Parce que c'est une de mes envies quand je chronique des livres : participer à ce que les gens soient contents des livres qu'ils achètent. C'est une question que je ne me posais que rarement quand j'avais des revenus confortables. Je me souviens de l'agacement que m'avait provoqué "Naissance d'un pont" de Maylis de Kerangal. Mais il m'avait suffit d'acheter un premier volume de La Recherche du temps perdu pour me consoler. Aujourd'hui, je compte les sous, je cours après les bouquins, et à la pénibilité de la lecture d'un livre déplaisant s'ajoute la vive conscience que l'argent dépensé pour ce livre ne le sera pas pour un autre meilleur.

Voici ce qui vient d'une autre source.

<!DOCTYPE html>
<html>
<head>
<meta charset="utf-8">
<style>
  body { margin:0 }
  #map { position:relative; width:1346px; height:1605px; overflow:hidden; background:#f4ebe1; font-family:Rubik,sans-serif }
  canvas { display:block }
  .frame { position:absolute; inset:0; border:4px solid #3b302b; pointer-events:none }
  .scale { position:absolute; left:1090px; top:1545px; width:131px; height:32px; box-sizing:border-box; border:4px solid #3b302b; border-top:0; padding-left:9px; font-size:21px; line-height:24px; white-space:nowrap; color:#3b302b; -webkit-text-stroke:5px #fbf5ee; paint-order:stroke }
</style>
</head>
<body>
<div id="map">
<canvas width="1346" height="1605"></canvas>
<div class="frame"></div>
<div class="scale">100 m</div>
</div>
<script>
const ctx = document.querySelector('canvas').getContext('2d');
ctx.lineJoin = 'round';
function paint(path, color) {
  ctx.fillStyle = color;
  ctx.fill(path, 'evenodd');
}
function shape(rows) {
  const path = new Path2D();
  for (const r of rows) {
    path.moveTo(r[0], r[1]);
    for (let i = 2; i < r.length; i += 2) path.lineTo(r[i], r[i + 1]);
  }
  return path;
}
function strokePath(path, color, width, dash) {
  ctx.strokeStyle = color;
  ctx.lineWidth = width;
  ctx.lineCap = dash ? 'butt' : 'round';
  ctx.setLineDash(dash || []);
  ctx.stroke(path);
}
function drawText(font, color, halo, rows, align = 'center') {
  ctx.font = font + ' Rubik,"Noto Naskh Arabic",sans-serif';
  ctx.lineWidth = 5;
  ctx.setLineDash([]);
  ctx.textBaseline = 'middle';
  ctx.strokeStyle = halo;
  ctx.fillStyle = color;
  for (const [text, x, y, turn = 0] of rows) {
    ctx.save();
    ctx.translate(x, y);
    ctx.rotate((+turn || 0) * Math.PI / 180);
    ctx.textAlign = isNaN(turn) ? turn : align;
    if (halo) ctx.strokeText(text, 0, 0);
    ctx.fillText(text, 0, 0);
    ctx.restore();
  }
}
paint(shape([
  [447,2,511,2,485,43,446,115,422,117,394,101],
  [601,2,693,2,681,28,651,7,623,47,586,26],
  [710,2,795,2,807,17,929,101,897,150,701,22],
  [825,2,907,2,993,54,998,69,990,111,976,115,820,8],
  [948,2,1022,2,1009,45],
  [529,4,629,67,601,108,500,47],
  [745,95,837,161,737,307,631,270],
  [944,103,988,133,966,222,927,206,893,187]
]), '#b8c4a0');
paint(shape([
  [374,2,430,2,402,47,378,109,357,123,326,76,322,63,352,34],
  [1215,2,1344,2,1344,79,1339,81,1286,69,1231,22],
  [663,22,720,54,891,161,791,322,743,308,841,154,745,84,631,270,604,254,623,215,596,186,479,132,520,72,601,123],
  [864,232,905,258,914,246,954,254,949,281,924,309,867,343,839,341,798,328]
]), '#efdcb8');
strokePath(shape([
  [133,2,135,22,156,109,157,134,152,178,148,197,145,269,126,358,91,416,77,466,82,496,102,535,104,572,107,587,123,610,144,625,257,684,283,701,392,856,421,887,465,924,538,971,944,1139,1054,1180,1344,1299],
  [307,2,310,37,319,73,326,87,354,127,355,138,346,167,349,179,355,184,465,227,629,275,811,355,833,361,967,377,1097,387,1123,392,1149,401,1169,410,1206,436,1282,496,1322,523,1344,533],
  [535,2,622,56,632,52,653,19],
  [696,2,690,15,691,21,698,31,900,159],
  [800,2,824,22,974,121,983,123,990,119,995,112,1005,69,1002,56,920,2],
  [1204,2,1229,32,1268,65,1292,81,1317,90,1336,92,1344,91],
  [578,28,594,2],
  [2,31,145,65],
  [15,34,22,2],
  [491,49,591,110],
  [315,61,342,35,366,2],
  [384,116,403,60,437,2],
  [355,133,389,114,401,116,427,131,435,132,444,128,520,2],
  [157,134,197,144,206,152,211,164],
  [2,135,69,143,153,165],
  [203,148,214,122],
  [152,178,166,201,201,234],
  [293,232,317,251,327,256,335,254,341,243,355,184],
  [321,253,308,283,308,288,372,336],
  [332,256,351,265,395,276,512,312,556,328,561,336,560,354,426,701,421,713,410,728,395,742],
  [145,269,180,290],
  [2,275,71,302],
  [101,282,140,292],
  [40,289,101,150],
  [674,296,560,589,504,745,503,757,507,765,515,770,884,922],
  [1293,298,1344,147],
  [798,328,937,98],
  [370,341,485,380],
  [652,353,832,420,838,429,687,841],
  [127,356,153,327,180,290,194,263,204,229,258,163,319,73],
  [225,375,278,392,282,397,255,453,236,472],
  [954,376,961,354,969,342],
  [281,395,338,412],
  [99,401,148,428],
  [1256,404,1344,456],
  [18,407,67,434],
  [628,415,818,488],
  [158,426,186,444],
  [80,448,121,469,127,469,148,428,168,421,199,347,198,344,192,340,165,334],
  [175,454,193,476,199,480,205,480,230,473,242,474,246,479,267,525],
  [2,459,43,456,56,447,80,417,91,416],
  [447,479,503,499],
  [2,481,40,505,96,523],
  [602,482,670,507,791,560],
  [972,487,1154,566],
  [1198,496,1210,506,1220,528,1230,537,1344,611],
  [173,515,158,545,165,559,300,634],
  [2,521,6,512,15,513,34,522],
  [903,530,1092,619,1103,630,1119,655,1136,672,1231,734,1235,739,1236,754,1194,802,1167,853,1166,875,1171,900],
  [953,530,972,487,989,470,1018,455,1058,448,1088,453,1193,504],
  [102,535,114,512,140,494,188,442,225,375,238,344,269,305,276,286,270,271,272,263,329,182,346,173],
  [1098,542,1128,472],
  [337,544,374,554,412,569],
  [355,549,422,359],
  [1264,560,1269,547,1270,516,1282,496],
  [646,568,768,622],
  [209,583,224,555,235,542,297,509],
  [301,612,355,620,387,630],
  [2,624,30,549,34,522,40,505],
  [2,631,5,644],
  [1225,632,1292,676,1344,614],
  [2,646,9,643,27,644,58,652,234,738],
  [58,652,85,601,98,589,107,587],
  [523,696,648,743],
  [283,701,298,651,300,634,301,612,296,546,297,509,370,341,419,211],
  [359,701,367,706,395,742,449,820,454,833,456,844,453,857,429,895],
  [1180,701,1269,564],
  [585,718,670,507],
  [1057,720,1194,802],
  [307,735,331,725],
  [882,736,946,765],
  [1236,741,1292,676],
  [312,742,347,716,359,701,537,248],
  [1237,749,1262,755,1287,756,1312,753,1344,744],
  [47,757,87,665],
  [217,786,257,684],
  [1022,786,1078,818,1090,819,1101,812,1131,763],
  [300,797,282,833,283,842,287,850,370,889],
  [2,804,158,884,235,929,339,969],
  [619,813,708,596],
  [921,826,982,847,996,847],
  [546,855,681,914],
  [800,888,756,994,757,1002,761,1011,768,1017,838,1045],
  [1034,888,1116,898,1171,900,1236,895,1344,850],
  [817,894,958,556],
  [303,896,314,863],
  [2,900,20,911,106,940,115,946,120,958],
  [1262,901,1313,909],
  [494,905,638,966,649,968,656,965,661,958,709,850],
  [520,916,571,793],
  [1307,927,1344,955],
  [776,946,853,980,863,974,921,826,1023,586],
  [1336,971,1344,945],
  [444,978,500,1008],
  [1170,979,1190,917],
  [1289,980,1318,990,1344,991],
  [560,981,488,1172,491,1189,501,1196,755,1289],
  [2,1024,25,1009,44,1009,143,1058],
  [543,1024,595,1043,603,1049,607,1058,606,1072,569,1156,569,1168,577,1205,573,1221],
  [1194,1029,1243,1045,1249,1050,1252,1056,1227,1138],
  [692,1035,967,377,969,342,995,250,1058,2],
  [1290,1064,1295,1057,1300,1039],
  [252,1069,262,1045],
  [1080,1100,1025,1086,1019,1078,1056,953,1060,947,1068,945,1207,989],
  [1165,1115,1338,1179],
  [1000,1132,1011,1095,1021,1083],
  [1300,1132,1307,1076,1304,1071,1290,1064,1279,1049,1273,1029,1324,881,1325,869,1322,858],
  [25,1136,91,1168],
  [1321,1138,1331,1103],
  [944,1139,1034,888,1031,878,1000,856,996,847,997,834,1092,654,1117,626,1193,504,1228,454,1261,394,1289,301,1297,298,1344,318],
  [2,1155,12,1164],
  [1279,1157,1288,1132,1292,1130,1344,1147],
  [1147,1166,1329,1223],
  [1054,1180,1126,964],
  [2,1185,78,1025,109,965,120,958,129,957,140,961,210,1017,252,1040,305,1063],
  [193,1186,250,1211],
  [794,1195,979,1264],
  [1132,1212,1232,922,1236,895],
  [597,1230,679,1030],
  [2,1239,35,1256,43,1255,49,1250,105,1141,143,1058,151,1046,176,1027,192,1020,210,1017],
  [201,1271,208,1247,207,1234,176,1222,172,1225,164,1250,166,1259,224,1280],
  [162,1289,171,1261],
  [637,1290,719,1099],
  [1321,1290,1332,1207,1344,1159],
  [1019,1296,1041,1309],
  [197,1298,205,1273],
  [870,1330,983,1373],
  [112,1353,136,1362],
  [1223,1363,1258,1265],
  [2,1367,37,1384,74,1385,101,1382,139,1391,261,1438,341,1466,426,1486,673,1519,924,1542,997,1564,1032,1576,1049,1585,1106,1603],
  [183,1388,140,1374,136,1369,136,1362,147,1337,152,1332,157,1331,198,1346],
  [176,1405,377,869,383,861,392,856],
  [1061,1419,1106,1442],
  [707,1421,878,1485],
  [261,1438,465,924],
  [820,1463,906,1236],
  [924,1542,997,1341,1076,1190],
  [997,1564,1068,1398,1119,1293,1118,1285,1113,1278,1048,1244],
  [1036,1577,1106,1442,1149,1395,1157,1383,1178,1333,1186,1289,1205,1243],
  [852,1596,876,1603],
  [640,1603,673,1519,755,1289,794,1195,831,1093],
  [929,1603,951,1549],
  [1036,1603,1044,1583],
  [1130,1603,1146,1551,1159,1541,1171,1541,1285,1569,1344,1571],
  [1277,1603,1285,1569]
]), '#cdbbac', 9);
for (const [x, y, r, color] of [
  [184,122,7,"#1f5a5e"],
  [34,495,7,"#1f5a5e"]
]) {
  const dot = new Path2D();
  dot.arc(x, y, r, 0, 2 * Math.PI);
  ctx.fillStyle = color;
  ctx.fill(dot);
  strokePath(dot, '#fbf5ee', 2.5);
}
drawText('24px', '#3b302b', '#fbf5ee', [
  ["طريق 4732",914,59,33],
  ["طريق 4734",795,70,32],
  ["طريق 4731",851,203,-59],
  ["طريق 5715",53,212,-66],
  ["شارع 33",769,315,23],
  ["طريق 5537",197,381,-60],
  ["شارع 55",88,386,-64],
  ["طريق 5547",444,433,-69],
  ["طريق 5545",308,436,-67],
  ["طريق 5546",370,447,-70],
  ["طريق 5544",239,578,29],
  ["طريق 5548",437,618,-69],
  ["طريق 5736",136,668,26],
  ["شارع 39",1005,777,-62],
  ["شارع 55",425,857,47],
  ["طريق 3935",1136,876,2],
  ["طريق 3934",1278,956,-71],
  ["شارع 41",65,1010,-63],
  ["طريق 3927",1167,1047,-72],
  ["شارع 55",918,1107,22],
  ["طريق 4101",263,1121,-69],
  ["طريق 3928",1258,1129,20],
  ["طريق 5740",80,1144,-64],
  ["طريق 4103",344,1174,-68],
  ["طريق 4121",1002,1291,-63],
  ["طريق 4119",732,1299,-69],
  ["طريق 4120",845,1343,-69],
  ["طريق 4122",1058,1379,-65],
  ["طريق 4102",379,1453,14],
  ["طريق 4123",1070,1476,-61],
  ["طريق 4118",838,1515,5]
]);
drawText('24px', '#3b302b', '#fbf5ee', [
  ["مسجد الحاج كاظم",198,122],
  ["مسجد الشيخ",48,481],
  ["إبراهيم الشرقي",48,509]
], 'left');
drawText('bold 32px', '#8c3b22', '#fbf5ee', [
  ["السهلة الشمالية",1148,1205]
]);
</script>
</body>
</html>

Quatrième point, l'apprentissage de la lecture. À défaut de m'apprendre à compter, l'exercice de la chronique littéraire m'apprend à lire. Finie, la gloutonnerie. Le gourmand doit se changer en gourmet. Une histoire palpitante ne doit plus m'empêcher de prêter attention à l'écriture, un style hypnotique ne doit plus me faire oublier la construction du livre, l'évolution des personnages, la teneur du propos. Contre toute attente, le lecteur studieux, méticuleux et scrupuleux que je suis devenu ne prend pas moins de plaisir à lire et à écrire que le dilettante autodidacte que j'ai été pendant près de trente ans. Je suis comme un goret qui pensait que manger mieux l'aiderait à maigrir, mais qui se rend compte avec horreur que de manger bien ne lui coupe pas l'appétit. Mon corps jamais rassasié de fatigue regrette que l'instabilité de mon avis sur "Tempête de boulettes de viande" ne m'ait pas fait préférer le sommeil à la lecture d'Indignation, de Philip Roth, dont je proposerai bientôt ici une chronique.